● Task item:
Go through the entries below and tally the lines holding "Market"; please reply with the number only.

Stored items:
=== Section Start ===

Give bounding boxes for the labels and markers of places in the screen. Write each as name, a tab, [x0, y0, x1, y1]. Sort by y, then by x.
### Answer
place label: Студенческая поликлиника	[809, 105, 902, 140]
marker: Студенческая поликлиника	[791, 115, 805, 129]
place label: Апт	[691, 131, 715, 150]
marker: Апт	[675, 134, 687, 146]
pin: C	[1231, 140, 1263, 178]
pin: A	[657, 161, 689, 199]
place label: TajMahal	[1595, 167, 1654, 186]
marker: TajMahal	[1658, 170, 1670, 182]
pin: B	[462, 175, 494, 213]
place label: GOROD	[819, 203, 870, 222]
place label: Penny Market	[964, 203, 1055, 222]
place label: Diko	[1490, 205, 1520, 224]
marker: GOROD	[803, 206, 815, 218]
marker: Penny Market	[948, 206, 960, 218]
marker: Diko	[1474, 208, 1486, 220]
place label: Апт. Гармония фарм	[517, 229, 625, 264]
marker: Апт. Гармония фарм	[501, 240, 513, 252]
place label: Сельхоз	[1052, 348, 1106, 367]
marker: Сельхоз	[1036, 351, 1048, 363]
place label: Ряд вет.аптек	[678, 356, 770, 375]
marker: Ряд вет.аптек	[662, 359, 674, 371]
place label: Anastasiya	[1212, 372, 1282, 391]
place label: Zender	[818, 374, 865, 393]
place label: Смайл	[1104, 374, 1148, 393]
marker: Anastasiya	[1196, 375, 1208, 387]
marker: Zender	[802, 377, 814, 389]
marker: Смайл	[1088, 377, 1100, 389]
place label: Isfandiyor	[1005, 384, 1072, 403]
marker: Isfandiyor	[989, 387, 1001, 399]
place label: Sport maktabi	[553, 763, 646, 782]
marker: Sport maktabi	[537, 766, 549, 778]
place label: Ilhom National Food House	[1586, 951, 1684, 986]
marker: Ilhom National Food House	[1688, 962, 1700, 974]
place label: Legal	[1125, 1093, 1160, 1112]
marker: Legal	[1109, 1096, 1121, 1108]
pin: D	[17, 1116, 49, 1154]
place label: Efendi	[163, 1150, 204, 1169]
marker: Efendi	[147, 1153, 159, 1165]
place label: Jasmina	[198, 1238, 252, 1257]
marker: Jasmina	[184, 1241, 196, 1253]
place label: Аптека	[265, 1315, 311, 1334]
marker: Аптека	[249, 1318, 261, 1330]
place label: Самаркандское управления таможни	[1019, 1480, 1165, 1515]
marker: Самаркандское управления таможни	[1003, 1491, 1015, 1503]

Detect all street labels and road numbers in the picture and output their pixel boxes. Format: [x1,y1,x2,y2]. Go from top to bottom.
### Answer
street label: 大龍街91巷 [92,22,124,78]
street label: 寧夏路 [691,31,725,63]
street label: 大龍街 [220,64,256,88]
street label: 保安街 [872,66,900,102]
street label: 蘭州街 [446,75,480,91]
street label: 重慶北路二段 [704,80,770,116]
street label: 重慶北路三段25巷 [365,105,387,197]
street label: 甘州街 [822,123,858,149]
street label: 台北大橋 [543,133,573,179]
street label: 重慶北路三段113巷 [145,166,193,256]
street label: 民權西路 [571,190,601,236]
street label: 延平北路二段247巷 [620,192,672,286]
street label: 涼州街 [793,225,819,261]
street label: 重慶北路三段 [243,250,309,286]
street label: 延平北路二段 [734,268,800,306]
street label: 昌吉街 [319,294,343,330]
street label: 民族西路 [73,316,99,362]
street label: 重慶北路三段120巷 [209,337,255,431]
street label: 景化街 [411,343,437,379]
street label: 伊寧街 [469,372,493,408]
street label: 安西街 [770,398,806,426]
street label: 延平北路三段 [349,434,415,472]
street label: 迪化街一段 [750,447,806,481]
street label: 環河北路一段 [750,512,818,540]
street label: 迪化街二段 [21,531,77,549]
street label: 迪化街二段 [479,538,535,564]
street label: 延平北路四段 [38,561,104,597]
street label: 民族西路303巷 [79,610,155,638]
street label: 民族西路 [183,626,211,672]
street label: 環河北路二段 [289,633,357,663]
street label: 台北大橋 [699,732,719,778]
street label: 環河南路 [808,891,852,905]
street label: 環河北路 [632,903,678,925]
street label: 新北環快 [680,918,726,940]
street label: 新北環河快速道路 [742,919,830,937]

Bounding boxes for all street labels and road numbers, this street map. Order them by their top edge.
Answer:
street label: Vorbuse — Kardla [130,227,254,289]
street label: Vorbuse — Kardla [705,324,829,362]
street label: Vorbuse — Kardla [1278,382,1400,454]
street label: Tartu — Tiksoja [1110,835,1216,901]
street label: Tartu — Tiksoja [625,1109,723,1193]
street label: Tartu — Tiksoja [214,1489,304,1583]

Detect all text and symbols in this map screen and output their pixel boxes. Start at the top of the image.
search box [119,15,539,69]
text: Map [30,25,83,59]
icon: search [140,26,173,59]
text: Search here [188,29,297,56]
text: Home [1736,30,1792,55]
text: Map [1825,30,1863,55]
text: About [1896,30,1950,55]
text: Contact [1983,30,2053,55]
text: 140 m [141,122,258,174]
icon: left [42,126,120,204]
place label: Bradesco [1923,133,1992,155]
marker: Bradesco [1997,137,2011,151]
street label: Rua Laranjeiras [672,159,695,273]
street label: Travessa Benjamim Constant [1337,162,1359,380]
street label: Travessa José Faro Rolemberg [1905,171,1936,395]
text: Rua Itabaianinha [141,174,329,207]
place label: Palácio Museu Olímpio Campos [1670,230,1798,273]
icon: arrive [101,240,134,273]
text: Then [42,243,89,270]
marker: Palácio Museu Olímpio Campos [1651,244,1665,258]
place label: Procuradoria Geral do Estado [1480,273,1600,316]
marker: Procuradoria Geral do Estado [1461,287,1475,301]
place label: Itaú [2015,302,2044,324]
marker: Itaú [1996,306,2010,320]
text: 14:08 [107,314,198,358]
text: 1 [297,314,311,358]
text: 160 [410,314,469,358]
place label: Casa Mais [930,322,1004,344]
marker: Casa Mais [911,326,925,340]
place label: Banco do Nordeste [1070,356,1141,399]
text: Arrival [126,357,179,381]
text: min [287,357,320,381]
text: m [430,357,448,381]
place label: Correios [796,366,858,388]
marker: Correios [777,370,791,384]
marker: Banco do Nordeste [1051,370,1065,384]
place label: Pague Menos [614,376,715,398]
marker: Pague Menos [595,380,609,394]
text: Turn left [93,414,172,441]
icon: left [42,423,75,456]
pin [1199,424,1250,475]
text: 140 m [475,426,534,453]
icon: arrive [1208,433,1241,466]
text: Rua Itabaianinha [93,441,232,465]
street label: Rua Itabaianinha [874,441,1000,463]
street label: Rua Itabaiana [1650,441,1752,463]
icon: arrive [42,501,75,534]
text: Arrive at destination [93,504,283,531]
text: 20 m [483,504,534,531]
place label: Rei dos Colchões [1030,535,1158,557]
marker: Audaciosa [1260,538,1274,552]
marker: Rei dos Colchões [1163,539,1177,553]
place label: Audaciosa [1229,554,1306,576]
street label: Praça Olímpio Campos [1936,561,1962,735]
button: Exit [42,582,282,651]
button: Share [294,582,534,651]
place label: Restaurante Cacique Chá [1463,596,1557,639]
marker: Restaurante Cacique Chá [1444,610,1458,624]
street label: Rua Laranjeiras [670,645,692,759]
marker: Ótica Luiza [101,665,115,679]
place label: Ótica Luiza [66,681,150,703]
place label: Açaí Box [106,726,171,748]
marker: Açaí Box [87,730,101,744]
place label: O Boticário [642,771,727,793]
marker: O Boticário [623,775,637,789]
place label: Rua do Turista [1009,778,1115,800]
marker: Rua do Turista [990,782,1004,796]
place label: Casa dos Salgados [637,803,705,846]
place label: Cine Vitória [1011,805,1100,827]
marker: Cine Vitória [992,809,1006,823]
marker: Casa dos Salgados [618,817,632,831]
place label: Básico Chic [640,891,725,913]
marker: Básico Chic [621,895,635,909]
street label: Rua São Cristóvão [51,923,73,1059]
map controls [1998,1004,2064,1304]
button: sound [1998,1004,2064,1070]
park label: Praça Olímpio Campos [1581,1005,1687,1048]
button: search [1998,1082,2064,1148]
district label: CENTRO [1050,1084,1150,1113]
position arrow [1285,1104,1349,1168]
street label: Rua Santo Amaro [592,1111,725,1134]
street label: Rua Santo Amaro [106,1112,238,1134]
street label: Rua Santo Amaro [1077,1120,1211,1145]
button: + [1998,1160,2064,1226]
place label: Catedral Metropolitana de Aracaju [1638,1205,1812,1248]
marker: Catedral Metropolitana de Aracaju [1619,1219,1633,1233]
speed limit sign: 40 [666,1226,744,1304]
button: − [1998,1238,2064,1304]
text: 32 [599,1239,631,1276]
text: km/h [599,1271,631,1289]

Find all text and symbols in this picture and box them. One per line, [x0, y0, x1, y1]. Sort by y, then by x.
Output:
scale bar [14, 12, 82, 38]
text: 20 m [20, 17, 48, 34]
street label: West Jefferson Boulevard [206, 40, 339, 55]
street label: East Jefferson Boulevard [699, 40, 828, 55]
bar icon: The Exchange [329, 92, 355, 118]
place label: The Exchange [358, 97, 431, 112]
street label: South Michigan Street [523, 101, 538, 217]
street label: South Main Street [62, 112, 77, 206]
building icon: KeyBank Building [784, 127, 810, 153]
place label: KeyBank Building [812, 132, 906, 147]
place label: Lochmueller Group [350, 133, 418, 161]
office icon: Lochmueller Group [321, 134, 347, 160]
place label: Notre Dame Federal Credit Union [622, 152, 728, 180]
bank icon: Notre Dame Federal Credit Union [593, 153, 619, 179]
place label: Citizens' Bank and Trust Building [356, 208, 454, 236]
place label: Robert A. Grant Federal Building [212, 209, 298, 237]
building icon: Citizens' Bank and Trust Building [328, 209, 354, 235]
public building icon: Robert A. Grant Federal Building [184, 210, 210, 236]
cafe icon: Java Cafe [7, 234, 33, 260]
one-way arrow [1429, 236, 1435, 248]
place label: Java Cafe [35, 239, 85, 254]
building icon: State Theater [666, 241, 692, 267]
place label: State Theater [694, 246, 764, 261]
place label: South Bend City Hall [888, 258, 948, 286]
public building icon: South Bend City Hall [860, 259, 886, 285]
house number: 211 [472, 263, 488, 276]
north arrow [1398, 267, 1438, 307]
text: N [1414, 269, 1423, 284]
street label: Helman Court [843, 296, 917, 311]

=== Section End ===

● Solution for this exercise:
2